Hacker.

578 67 81
                                    

Öğrenci İşleri/ Wattpaddeki adını bulamıyorum.

Öğrenci İşleri/ Yok.

Siz/ Aaa neden bulamadın ki

Siz/ Oysaki herkes tanır beni

Siz/ Yazık güzel yazılarımdan mahrum kalacaksın

Öğrenci İşleri/ Bulsam okuyacağım da.

Öğrenci İşleri/ Bulamadım işte.

Siz/ OSS

Öğrenci İşleri/ O ne.

Siz/ O Senin Sorunun

"Özge, ne yapıyorsun sen?"

Abimin dibime girmesiyle telefonun ekran kilidini kapattım hemen. Çatık kaşlarıyla bana bakıyordu. Kaşlarımı çattım. Bi evlen de git ya.

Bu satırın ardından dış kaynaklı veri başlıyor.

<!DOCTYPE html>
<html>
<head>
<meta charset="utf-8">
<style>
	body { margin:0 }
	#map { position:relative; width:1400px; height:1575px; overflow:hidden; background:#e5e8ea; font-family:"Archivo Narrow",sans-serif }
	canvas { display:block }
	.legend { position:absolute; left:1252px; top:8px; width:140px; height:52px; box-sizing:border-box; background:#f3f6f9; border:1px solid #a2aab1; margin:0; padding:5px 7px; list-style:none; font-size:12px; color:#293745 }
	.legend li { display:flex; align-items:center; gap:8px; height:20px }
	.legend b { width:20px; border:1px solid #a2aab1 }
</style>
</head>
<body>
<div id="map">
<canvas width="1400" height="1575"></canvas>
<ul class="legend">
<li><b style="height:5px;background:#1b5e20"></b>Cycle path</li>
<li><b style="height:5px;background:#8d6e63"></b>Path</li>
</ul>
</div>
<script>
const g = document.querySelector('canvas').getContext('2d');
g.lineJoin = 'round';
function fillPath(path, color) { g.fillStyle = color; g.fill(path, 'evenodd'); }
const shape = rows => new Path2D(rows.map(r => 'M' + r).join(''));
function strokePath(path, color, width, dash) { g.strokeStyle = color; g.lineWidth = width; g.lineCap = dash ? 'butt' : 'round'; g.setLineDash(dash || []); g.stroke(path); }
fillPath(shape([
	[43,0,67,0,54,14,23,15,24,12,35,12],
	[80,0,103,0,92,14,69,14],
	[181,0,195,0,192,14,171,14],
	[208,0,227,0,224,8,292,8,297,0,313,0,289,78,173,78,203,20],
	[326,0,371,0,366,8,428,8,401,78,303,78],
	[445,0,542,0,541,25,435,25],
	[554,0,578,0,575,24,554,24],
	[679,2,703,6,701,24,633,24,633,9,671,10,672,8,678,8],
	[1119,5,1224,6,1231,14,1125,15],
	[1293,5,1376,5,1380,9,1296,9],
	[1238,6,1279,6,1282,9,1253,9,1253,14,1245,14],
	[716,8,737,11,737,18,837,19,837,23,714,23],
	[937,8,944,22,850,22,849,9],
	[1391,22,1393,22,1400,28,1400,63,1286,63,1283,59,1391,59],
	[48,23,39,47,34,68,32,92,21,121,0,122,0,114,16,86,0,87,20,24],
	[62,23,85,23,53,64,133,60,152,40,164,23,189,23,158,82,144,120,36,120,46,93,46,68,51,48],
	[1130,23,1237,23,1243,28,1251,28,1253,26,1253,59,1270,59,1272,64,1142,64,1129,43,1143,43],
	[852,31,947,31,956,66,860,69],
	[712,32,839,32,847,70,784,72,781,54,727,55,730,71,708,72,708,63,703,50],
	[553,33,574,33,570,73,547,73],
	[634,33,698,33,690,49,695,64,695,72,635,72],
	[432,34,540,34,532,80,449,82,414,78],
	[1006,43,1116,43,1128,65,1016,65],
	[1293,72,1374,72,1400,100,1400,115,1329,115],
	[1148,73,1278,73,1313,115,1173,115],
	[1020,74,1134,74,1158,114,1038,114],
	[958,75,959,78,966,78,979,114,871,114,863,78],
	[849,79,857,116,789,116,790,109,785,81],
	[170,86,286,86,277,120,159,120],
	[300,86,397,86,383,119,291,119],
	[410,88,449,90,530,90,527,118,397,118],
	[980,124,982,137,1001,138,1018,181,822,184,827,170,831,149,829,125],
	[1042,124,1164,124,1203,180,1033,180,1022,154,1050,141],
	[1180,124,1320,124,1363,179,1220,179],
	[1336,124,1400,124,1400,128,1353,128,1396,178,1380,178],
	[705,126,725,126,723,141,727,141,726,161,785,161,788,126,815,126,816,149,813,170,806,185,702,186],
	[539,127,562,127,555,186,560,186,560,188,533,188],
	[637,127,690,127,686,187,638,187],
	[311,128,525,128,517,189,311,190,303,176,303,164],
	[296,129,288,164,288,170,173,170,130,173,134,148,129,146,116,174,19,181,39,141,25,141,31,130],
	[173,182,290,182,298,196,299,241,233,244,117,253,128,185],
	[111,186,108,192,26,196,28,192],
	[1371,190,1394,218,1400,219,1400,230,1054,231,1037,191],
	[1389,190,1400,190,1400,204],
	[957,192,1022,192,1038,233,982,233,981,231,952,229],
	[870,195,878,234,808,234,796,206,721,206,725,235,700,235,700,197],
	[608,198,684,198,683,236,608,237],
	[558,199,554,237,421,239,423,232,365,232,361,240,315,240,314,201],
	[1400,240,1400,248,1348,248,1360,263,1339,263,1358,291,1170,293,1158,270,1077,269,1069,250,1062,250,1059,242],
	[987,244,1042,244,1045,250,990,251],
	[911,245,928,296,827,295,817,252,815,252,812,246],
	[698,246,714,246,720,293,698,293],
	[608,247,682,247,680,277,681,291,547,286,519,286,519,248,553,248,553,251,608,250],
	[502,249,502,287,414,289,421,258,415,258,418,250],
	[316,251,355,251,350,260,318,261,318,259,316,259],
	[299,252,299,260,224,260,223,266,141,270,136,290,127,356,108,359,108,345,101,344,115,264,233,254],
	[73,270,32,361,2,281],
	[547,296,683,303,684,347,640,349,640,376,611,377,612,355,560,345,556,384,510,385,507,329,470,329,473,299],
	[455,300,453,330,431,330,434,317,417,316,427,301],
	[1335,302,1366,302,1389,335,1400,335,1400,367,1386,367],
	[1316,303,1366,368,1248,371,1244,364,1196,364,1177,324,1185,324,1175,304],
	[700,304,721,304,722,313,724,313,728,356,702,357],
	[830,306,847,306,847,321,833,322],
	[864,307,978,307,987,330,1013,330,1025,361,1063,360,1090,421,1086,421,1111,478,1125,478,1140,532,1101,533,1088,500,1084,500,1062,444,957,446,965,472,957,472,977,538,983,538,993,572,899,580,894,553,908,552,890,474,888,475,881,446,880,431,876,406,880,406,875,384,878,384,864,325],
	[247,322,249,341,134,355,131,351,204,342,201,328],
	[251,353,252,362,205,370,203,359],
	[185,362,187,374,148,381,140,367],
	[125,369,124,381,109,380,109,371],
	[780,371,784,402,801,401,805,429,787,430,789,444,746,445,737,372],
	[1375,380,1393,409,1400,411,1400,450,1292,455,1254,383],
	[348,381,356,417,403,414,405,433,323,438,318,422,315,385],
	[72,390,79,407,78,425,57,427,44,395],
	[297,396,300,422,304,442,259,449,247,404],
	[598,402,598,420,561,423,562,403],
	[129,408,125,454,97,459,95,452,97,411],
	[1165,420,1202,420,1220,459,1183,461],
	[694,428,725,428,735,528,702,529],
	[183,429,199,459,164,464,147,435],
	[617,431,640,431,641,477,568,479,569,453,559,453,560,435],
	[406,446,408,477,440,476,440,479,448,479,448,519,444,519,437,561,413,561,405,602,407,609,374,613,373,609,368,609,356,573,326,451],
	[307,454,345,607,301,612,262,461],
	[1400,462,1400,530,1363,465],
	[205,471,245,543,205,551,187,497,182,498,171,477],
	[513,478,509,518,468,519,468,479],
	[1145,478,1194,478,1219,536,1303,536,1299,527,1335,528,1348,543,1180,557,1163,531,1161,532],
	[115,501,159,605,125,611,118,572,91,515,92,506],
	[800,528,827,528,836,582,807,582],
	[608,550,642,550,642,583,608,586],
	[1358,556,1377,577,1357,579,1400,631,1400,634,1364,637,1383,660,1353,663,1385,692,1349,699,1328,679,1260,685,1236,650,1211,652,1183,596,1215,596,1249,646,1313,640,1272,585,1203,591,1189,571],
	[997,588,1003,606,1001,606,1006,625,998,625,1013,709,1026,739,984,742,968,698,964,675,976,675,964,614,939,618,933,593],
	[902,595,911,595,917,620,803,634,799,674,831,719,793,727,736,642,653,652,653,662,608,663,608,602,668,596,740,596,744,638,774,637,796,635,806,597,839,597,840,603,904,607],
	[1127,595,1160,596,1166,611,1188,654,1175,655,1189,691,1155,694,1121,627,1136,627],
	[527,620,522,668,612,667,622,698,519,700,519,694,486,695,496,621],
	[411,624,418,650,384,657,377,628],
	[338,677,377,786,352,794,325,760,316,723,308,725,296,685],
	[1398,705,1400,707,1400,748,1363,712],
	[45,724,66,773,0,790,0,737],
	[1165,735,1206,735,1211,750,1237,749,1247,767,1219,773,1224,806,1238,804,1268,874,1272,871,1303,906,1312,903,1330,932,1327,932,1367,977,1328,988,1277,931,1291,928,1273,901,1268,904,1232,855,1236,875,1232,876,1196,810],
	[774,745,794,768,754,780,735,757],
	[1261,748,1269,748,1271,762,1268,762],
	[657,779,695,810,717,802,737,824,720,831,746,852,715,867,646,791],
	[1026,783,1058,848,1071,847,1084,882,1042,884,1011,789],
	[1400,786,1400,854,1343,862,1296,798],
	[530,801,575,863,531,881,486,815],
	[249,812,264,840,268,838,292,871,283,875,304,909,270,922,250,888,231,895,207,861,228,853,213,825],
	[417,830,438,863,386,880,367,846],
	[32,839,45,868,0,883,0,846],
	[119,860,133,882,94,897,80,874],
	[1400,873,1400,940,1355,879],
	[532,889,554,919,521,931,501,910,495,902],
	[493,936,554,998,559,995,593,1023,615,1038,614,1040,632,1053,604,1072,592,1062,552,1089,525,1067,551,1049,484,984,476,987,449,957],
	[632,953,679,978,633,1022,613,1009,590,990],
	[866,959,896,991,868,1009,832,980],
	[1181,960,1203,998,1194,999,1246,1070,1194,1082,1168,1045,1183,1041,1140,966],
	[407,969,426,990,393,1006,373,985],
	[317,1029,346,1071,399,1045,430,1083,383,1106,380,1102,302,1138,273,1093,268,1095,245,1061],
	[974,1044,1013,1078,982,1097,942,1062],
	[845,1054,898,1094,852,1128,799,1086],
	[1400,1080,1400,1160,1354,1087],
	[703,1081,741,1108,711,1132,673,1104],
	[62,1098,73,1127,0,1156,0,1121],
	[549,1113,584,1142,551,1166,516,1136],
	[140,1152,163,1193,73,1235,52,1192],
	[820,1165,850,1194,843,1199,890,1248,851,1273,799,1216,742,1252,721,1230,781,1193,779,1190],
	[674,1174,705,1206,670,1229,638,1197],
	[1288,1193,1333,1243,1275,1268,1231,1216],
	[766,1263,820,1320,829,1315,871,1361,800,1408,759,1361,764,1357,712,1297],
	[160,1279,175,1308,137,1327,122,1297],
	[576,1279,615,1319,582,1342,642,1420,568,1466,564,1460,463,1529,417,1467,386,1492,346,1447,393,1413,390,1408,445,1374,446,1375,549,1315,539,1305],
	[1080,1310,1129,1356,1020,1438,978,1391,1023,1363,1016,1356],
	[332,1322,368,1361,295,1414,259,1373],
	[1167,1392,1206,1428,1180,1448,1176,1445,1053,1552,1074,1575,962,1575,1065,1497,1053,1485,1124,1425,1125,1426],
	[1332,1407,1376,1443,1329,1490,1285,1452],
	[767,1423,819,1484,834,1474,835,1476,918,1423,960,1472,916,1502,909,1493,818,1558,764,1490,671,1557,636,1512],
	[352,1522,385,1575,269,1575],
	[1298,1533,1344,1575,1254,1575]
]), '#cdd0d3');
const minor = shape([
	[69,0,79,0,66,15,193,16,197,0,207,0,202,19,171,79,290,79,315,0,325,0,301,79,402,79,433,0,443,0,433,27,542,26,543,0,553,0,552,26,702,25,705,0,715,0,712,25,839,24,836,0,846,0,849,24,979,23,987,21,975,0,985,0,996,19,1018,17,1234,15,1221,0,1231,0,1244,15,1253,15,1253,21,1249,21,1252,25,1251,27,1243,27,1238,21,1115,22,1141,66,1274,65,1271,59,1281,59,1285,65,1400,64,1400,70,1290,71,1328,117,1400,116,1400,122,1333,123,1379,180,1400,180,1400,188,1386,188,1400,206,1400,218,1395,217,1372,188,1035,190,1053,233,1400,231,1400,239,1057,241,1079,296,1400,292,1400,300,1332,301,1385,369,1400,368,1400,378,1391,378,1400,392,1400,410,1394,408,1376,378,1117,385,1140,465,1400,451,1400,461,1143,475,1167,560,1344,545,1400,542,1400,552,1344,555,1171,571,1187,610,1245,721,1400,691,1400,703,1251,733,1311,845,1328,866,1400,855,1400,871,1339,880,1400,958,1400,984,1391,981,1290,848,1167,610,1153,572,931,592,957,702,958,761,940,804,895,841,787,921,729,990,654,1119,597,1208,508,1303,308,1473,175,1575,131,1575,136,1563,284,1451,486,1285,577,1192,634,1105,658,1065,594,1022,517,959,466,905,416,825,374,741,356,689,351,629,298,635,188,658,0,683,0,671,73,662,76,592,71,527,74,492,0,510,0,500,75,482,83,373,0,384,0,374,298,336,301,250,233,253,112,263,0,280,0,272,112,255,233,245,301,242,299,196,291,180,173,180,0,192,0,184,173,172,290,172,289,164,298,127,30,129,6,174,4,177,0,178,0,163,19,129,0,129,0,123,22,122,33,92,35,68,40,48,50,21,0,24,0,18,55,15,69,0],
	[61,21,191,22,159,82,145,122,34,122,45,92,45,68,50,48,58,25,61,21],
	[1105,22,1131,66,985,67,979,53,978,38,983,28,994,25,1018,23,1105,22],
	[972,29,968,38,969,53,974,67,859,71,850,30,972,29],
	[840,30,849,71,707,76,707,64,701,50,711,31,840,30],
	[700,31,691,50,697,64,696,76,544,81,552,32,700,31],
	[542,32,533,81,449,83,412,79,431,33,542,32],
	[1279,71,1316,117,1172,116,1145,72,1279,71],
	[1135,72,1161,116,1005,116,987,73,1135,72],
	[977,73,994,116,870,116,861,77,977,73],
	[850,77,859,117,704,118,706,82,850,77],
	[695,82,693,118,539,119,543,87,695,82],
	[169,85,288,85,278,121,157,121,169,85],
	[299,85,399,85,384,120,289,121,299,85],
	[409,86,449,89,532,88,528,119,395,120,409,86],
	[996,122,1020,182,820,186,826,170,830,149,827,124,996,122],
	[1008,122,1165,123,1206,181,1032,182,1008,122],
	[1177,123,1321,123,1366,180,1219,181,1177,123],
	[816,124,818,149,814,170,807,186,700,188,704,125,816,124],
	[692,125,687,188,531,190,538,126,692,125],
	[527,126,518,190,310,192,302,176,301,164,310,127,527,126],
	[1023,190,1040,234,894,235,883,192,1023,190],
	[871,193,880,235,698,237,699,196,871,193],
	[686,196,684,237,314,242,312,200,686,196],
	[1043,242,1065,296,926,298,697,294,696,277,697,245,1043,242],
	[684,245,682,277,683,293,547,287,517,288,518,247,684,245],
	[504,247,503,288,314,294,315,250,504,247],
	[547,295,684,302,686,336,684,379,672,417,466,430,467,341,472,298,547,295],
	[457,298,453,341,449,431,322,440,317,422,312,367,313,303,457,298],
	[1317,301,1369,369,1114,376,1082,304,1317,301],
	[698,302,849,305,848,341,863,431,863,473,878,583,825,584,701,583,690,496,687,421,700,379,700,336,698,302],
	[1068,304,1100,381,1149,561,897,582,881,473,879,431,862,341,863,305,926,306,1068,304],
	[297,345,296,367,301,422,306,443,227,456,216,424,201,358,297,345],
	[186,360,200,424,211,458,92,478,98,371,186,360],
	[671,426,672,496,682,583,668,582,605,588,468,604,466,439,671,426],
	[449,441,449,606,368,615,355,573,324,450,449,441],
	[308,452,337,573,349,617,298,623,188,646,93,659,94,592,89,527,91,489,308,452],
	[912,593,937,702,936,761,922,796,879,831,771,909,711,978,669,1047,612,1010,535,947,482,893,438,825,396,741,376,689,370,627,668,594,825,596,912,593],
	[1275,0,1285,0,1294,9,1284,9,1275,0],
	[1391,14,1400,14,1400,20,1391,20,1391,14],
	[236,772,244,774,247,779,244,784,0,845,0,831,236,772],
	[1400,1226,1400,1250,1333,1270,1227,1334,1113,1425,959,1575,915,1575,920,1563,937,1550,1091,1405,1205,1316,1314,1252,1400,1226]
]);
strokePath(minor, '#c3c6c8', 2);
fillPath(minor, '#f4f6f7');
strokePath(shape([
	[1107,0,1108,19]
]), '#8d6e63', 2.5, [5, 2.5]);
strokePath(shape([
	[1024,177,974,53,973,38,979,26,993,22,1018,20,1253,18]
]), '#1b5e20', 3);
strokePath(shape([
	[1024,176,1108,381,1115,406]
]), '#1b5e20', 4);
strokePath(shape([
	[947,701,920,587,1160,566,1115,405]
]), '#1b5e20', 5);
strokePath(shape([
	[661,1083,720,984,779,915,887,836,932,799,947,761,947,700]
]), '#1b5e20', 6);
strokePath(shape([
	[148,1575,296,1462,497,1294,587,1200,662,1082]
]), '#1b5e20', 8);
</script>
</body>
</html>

"Yapıyorum işte bir şeyler, sana ne?"

"Bana karşı gelme." diye çıkıştığında yerimden kalkıp babaannemin yanına oturdum. Meyve kesiyordu bizim için.

"Gel lan bir de burda konuş." deyip  cadı gülüşü attım. Hahahaha!

"Yine ne oluyor yavrum? Asım sen de torunumla uğraşıp durma. Kız bütün gün ev işi yapıyor. Yaşlandım iyice ben."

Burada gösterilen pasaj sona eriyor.